Positive polarity DC power supply, DI-D4... Freewheel diode with built-in switching element, D6. D6・
・・・・・・Rectifier diode that makes up the freewheel circuit. Figure 1 Figure 2 Figure 3

Claims (1)

[Claims] A first DC power supply and a second DC power supply are connected in series with additive polarity, and two switching elements that perform chopping are connected in series in parallel to the series power supply, and the common point of connection of the series power supplies and the two chopping elements are connected in parallel to the series power supply. A circuit in which an arc load and a smoothing reactor are connected in series, and two freewheel circuits in which a rectifying element and a switching element are connected in series are connected between a common point of connection of the switching elements to be connected in series between the arc load and the smoothing reactor. In an AC arc welding power source that has an inverter circuit consisting of a circuit connected in parallel to the connection circuit, the freewheel circuit is activated after the conduction period of the switching element that performs chopping, which operates during the positive polarity period when the current flows from the base metal to the electrode, ends.

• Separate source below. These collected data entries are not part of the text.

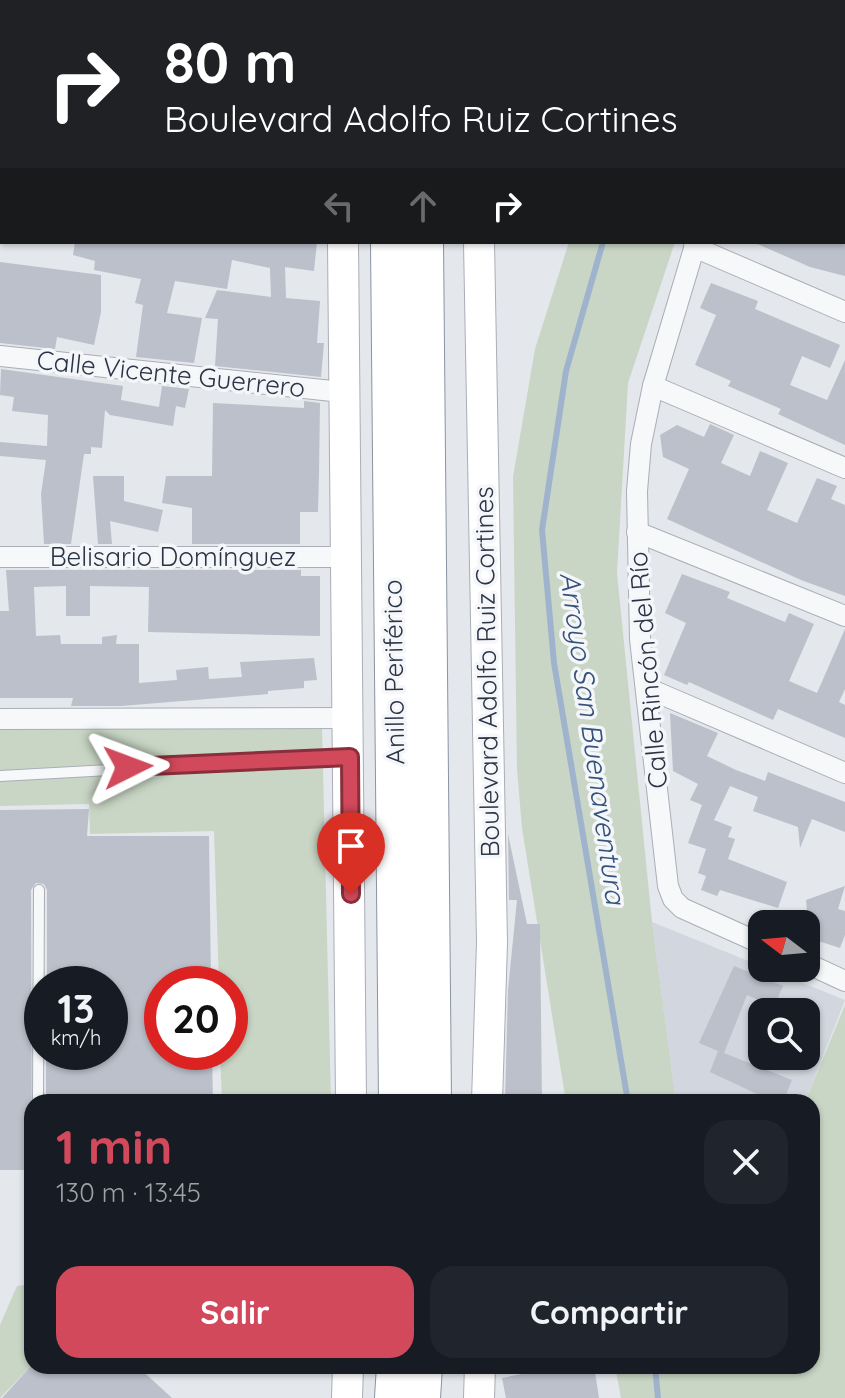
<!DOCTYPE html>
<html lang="es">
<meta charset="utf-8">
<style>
body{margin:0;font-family:Quicksand,sans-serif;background:#20242c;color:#f1f3f6;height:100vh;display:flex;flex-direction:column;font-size:30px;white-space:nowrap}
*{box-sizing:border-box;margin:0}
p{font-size:26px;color:#9ea1a6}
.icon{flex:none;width:44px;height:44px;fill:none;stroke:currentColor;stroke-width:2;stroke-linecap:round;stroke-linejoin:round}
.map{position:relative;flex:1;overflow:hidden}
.side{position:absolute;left:24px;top:1094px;width:796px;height:280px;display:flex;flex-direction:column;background:#171b24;border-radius:24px;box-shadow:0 2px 6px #0004}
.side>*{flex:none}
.guide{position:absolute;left:0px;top:0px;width:846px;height:244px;box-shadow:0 2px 6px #0004;background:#202124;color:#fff;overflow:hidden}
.needle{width:52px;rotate:286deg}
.tools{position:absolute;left:748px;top:910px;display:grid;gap:16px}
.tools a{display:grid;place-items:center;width:72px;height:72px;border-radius:16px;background:#171b24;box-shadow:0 2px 6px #0004;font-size:40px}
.speed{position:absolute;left:24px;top:966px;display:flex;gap:16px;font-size:40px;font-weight:700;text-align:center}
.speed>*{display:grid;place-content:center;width:104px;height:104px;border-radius:50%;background:#171b24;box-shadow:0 2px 6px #0004;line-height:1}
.speed small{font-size:20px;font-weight:400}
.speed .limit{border:12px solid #d22;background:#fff;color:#111}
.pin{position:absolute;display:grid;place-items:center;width:68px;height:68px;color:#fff;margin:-82px -34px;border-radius:50% 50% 50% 0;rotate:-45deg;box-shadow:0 0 8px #0007}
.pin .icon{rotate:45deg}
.me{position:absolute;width:88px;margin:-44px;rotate:87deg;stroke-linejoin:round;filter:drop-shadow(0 0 6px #0008)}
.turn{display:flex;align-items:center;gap:28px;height:168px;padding:0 32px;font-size:36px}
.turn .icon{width:104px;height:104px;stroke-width:2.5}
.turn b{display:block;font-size:56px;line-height:68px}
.lanes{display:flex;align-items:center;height:76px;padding:0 32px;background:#0003;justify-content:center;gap:40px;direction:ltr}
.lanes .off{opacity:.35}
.round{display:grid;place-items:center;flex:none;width:84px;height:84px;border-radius:24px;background:#20242c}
.head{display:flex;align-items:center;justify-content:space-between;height:136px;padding:0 32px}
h1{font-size:48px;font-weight:800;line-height:60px;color:#d1495b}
.action{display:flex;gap:16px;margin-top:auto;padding:16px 32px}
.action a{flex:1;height:92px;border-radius:24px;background:#d1495b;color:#fff;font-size:32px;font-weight:800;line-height:92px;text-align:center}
.action a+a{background:#20242c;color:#f1f3f6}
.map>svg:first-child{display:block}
.built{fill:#d2d6de;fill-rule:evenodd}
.green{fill:#c9d6c5}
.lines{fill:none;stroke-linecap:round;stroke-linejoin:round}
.stream{stroke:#9fb4cc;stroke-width:6}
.building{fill:#bbc0ca}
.lane-casing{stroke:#a9aeb7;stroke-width:12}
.street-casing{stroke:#a9aeb7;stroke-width:22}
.secondary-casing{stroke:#a9aeb7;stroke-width:32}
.highway-casing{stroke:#8b94a3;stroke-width:40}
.lane{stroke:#f7f8fa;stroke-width:10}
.street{stroke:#f7f8fa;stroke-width:20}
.secondary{stroke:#fff;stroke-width:30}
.highway{stroke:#fff;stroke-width:38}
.route-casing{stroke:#882f3b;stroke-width:20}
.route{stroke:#d1495b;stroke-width:14}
.labels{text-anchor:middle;stroke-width:7;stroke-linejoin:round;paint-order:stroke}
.street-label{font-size:26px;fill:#2b3445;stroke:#f4f6f9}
.water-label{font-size:28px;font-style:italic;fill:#34527a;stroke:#f4f6f9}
</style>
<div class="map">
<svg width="845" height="1398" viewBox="0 0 845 1398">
<rect width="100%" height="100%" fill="#e4e7ec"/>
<path class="built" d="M652 922 845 1000 805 1102H676ZM762 1012H806V1056H762Z"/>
<g class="green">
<polygon points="569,242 675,242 628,383 617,573 652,922 676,1102 566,1102 522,828 517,769 513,477 535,349"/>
<polygon points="0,728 322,728 331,1102 222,1102 220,1052 230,1052 230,984 219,984 214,831 90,834 89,804 0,806"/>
<polygon points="845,1005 845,1398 621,1398 615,1366 812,1366 812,1102 805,1102"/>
<polygon points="32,1284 32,1365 0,1398 0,1325 17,1286"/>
</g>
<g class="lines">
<g class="stream">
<polyline points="684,2 685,0"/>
<polyline points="603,242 566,371 542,530 554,663 628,1102"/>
<polyline points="655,1366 658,1398"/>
</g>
</g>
<g class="building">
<polygon points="75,242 317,242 314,271 285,267 286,298 320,301 317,343 324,343 321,377 215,366 218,319 205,318 217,290 271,297 270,268 232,260 227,289 175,281 167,313 202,318 194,363 136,357 143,305 135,303 141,279 94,270 95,261 73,255"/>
<polygon points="753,242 845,242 845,276 810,267"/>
<polygon points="0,262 101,275 101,312 94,345 57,337 55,349 0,343"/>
<polygon points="711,283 758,301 755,309 840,345 830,368 802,356 790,385 827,400 845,360 845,445 778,414 781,409 728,386 731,381 695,365 716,315 700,308"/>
<polygon points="1,369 123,386 121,400 159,407 162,386 189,389 185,408 176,406 173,426 110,415 105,410 102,448 91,447 91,454 84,454 71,544 44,544 41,494 46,460 0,456 0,442 47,446 48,415 12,411 14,397 0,395"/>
<polygon points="304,401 320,403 319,472 318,512 300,512 300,544 192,544 192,508 162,503 166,476 212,476 213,403 304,408"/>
<polygon points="710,424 734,435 721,463 750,476 760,451 788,463 767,510 797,523 817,478 837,486 831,499 845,505 845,596 801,580 667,519 689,469 663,457 660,435 677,425 704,437"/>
<polygon points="93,476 124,476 124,501 163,510 158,532 110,521 112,544 98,544"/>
<polygon points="6,570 301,570 301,576 320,576 320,636 148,632 149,587 90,586 90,616 66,616 66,586 34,587 36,636 60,635 61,644 102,644 102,637 117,635 116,644 139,644 139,683 177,680 176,670 208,667 209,679 242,677 240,662 314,658 317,680 304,681 304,688 268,691 268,694 121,706 71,706 73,698 0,698 0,611 9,611"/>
<polygon points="682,574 730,592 727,598 785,622 789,613 814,624 789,681 817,693 845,629 845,689 839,702 845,705 845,738 778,709 773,720 689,682 687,685 664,675 686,623 665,613"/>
<polygon points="670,713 718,733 707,756 736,770 765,781 768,772 845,802 845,832 812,819 800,848 798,827 753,811 758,797 730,786 714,820 732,827 728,837 735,839 728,859 787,882 778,908 720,890 717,896 701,890 706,876 698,873 706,849 688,843 702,805 690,800 698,784 673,771"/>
<polygon points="89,809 87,836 209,836 211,984 162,984 162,1052 212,1052 213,1102 46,1102 46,1052 110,1052 110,984 47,984 47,890 44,884 36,883 31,890 32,1170 0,1170 0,810"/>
<polygon points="508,834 527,924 540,924 542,1102 505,1102 508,990 517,900 509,900"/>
<polygon points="845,886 838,909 845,911 845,935 840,948 806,937 806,924 802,924 807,911 806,900"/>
<polygon points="734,966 783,986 774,1007 747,995 724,1053 792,1080 783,1102 759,1095 710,1072 718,1051 699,1043"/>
<polygon points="31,1366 137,1366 172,1398 2,1398"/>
<polygon points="525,1366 594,1366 599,1398 506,1398 502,1378 527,1373"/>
</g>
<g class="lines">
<defs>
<g id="lane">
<polyline points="0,776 345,757"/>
<polyline points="38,1102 39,890"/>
</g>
<g id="street">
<polyline points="818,0 823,2"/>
<polyline points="67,2 68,0"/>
<polyline points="774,2 775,0"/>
<polyline points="844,11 845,11"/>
<polyline points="0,64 2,64"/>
<polyline points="844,158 845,158"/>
<polyline points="0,174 2,169"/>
<polyline points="696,242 653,386 641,444 637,491 640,639 668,886 673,899 682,908 762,944"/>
<polyline points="694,247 845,312"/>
<polyline points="0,356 342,392"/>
<polyline points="653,386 845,468"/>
<polyline points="637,532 845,616"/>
<polyline points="0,557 345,557"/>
<polyline points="647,688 845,773"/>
<polyline points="0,719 349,718"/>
<polyline points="806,963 845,981"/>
</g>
<g id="secondary">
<polyline points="473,0 474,2"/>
<polyline points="342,2 342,0"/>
<polyline points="343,242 351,1102"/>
<polyline points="479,242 492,942 487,1102"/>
<polyline points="347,1398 348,1366"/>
<polyline points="479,1398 480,1366"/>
</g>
<g id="highway">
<polyline points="367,0 367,2"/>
<polyline points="446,2 446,0"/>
<polyline points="390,242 398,1102"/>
<polyline points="424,242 432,1102"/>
<polyline points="394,1398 396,1366"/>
<polyline points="421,1398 423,1366"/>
</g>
</defs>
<use href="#lane" class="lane-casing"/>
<use href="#street" class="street-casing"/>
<use href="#secondary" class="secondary-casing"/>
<use href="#highway" class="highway-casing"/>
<use href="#lane" class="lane"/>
<use href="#street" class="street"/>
<use href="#secondary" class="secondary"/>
<use href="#highway" class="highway"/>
</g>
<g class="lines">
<defs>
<polyline id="route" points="128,767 350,757 351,894"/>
</defs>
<use href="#route" class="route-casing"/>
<use href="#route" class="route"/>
</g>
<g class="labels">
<g class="street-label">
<text transform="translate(171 374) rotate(6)" y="9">Calle Vicente Guerrero</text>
<text x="173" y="566">Belisario Domínguez</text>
<text transform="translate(648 670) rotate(-95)" y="9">Calle Rincón del Río</text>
<text transform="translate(394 672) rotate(-91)" y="9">Anillo Periférico</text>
<text transform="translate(487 672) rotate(-91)" y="9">Boulevard Adolfo Ruiz Cortines</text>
</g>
<g class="water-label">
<text transform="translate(593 738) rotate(82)" y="10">Arroyo San Buenaventura</text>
</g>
</g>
</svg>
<div class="tools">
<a><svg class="needle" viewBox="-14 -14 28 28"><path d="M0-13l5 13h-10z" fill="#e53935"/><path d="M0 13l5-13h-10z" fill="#9ea1a6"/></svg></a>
<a><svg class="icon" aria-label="search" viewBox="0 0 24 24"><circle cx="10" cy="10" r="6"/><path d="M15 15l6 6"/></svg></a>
</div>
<div class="speed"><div>13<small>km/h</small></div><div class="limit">20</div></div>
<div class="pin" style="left:351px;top:894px;background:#d93025"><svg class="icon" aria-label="arrive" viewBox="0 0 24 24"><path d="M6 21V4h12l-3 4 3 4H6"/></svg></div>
<svg class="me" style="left:128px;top:767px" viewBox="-20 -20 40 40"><path d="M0-17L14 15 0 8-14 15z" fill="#d1495b" stroke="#fff" stroke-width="4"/></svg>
<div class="guide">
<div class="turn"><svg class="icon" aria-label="right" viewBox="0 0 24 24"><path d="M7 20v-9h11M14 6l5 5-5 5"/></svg><div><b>80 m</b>Boulevard Adolfo Ruiz Cortines</div></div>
<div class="lanes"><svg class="icon off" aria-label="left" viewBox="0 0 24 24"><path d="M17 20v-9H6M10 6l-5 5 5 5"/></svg><svg class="icon off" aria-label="ahead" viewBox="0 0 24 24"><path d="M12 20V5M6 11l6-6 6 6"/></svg><svg class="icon" aria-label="right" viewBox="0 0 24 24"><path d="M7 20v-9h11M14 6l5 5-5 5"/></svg></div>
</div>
<section class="side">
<div class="head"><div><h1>1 min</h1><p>130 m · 13:45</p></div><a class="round"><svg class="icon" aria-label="close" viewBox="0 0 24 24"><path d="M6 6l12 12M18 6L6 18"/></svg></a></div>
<div class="action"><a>Salir</a><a>Compartir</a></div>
</section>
</div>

A synchronous delay circuit that turns off the switching element by delaying it for a certain period of time, and a synchronous delay circuit that turns off the switching element by delaying it for a certain period of time, and a synchronous delay circuit that turns off the switching element for a certain period of time after the conduction period of the switching element that performs chopping that operates during the reverse polarity period when current flows from the electrode to the base material. AC arc welding power source equipped with a synchronous delay circuit that turns off after a delay.